Le général Nshimirimana, officiellement « chargé de mission à la présidence », faisait partie d’un groupe de généraux issus de l’ancienne rébellion hutu CNDD-FDD (aujourd’hui parti présidentiel ultra-majoritaire) sur lesquels s’appuyait le président Nkurunziza.
Il avait été évincé de la tête du pouvoir dans le cadre d’un conflit au sein de la hiérarchie militaire, tout en restant incontournable. Il avait ainsi gardé en sous-main le contrôle de l’appareil sécuritaire du pouvoir.
L’officier supérieur avait dirigé la Documentation nationale (service de renseignement) et était l’ex-chef d’état-major des Forces pour la Défense de la Démocratie (FDD).
Sa disparition intervient une semaine après la proclamation de la victoire à la présidentielle du sortant Pierre Nkurunziza, pour un troisième mandat dénoncé par l’opposition, la société civile et plusieurs pays occidentaux.
– L’opposition s’organise –
L’opposition burundaise a de son côté annoncé dimanche s’être dotée pour la première fois d’un organe représentatif et d’un président unique, à l’issue de deux jours de discussions dans la capitale éthiopienne Addis Abeba.
Opposition et société civile ont « créé un Conseil national pour le respect de l’accord d’Arusha et pour la restauration de l’état de droit au Burundi, le Cnarec », avec à sa tête Léonard Nyangoma, porte-parole de l’ADC-Ikibiri, une coalition d’une dizaine de partis d’opposition.

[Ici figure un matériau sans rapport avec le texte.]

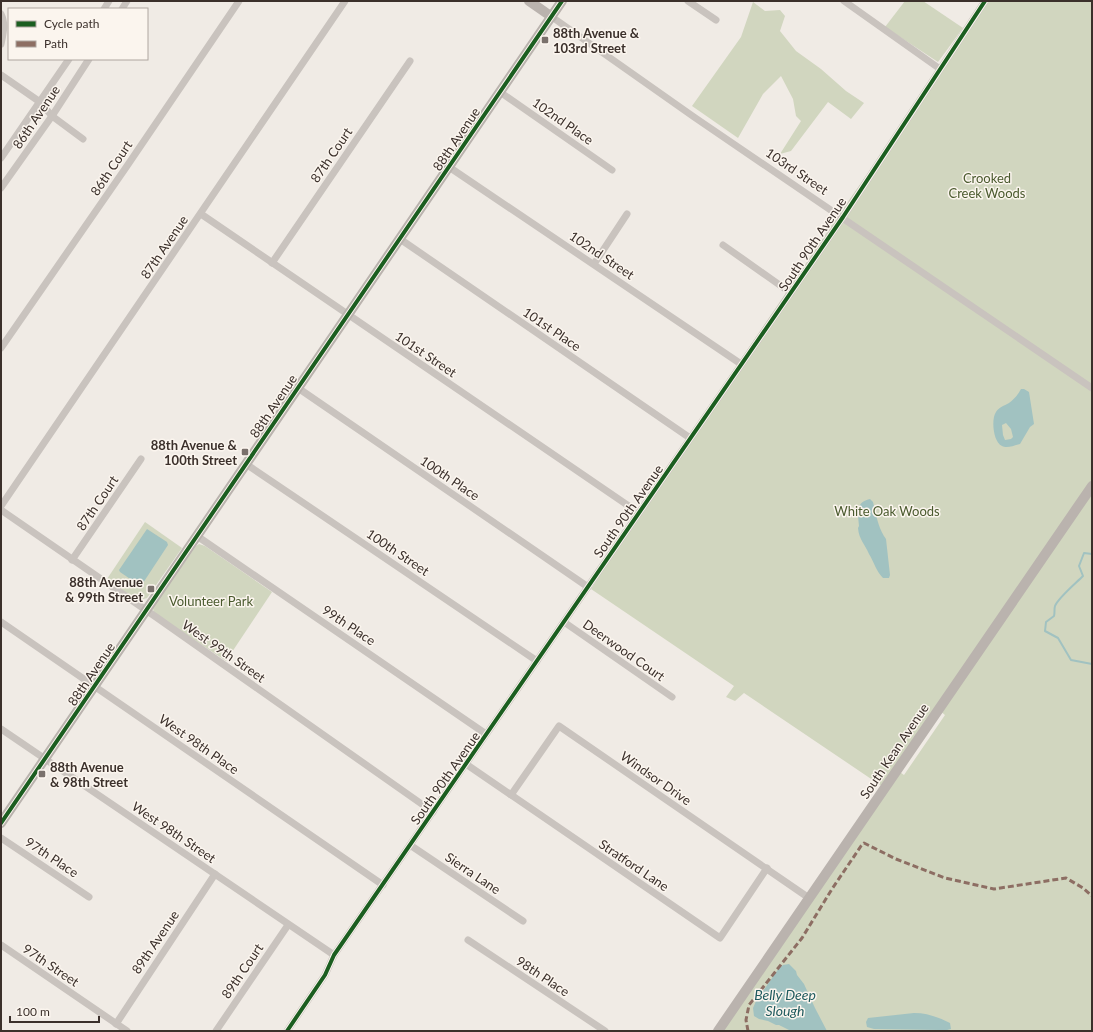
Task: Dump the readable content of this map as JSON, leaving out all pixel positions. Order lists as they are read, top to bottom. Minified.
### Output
{"streets":{"street":["86th Avenue","102nd Place","88th Avenue","87th Court","86th Court","103rd Street","South 90th Avenue","87th Avenue","102nd Street","101st Place","101st Street","100th Place","100th Street","99th Place","Deerwood Court","West 99th Street","West 98th Place","South Kean Avenue","Windsor Drive","West 98th Street","97th Place","Stratford Lane","Sierra Lane","89th Avenue","97th Street","89th Court","98th Place"]},"crossings":[["102nd Place","88th Avenue"],["88th Avenue","103rd Street"],["88th Avenue","102nd Street"],["88th Avenue","101st Place"],["88th Avenue","101st Street"],["88th Avenue","100th Place"],["88th Avenue","100th Street"],["88th Avenue","99th Place"],["88th Avenue","West 99th Street"],["88th Avenue","West 98th Place"],["88th Avenue","West 98th Street"],["87th Court","101st Street"],["87th Court","West 99th Street"],["103rd Street","South 90th Avenue"],["South 90th Avenue","102nd Street"],["South 90th Avenue","101st Place"],["South 90th Avenue","101st Street"],["South 90th Avenue","100th Place"],["South 90th Avenue","100th Street"],["South 90th Avenue","99th Place"],["South 90th Avenue","Deerwood Court"],["South 90th Avenue","West 99th Street"],["South 90th Avenue","West 98th Place"],["South 90th Avenue","West 98th Street"],["South 90th Avenue","Stratford Lane"],["South 90th Avenue","Sierra Lane"],["87th Avenue","101st Street"],["South Kean Avenue","Windsor Drive"],["Windsor Drive","Stratford Lane"],["West 98th Street","89th Avenue"],["West 98th Street","89th Court"],["89th Avenue","97th Street"]],"water":["Belly Deep Slough"],"parks":["Crooked Creek Woods","White Oak Woods","Volunteer Park"],"places":{"transit":["88th Avenue & 103rd Street","88th Avenue & 100th Street","88th Avenue & 99th Street","88th Avenue & 98th Street"]},"legend":["Cycle path","Path"],"scale_bar":"100 m"}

Le mouvement de contestation contre un troisième mandat du président Pierre Nkurunziza, élu en 2005 et 2010, est né fin avril après l’annonce de sa candidature, en violation, selon ses adversaires, de la Constitution et de l’Accord d’Arusha qui avait mis fin à la guerre civile.

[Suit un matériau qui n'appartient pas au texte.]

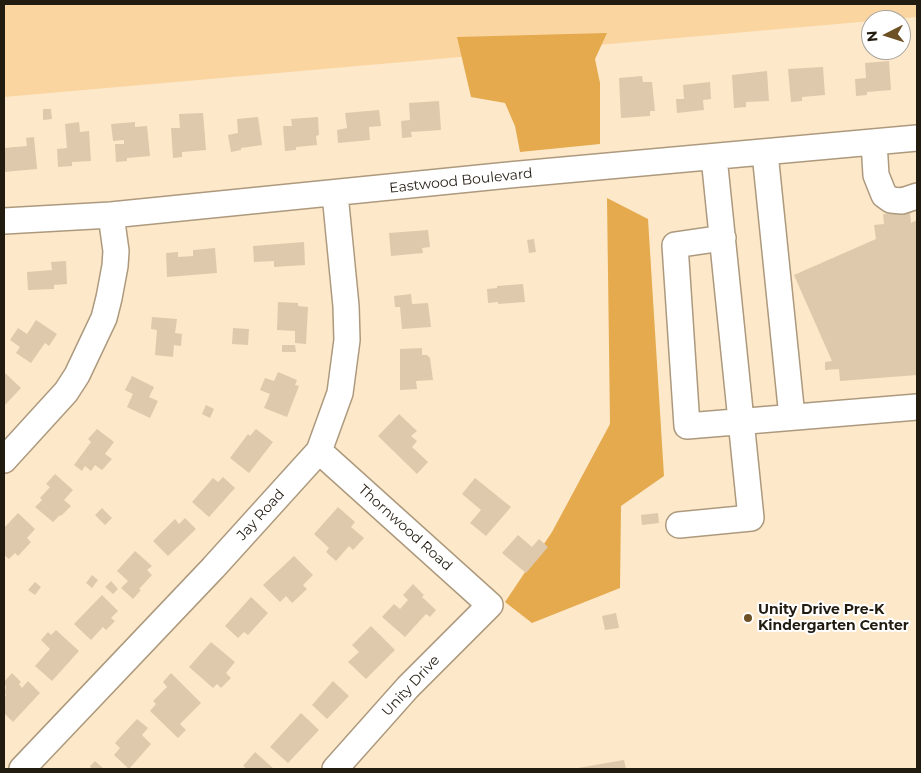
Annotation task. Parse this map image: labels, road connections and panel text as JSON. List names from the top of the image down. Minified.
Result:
{"streets":{"street":["Eastwood Boulevard","Jay Road","Thornwood Road","Unity Drive"]},"crossings":[["Eastwood Boulevard","Jay Road"],["Jay Road","Thornwood Road"],["Thornwood Road","Unity Drive"]],"places":["Unity Drive Pre-K Kindergarten Center"],"north":"left"}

Les violences qui ont émaillé ces trois derniers mois ont fait une centaine de morts et poussé quelque 170.000 personnes, selon l’ONU, à fuir dans les pays voisins. Après avoir déjoué mi-mai une tentative de coup d?État, les autorités burundaises ont brutalement réprimé les manifestations, empêchant tout nouveau rassemblement.
Le général Nshimirimana avait joué un rôle-clé au sein des forces de sécurité pour déjouer la tentative de coup d’Etat et mettre un terme aux manifestations.
Par ailleurs, début juillet, des combats ont opposé l’armée à des rebelles dans le nord du pays.
L’histoire post-coloniale du Burundi est jalonnée de massacres entre Hutu et Tutsi et le petit pays d’Afrique des Grands Lacs se remettait progressivement depuis dix ans d’une guerre civile ayant fait 300.000 morts entre 1993 et 2006.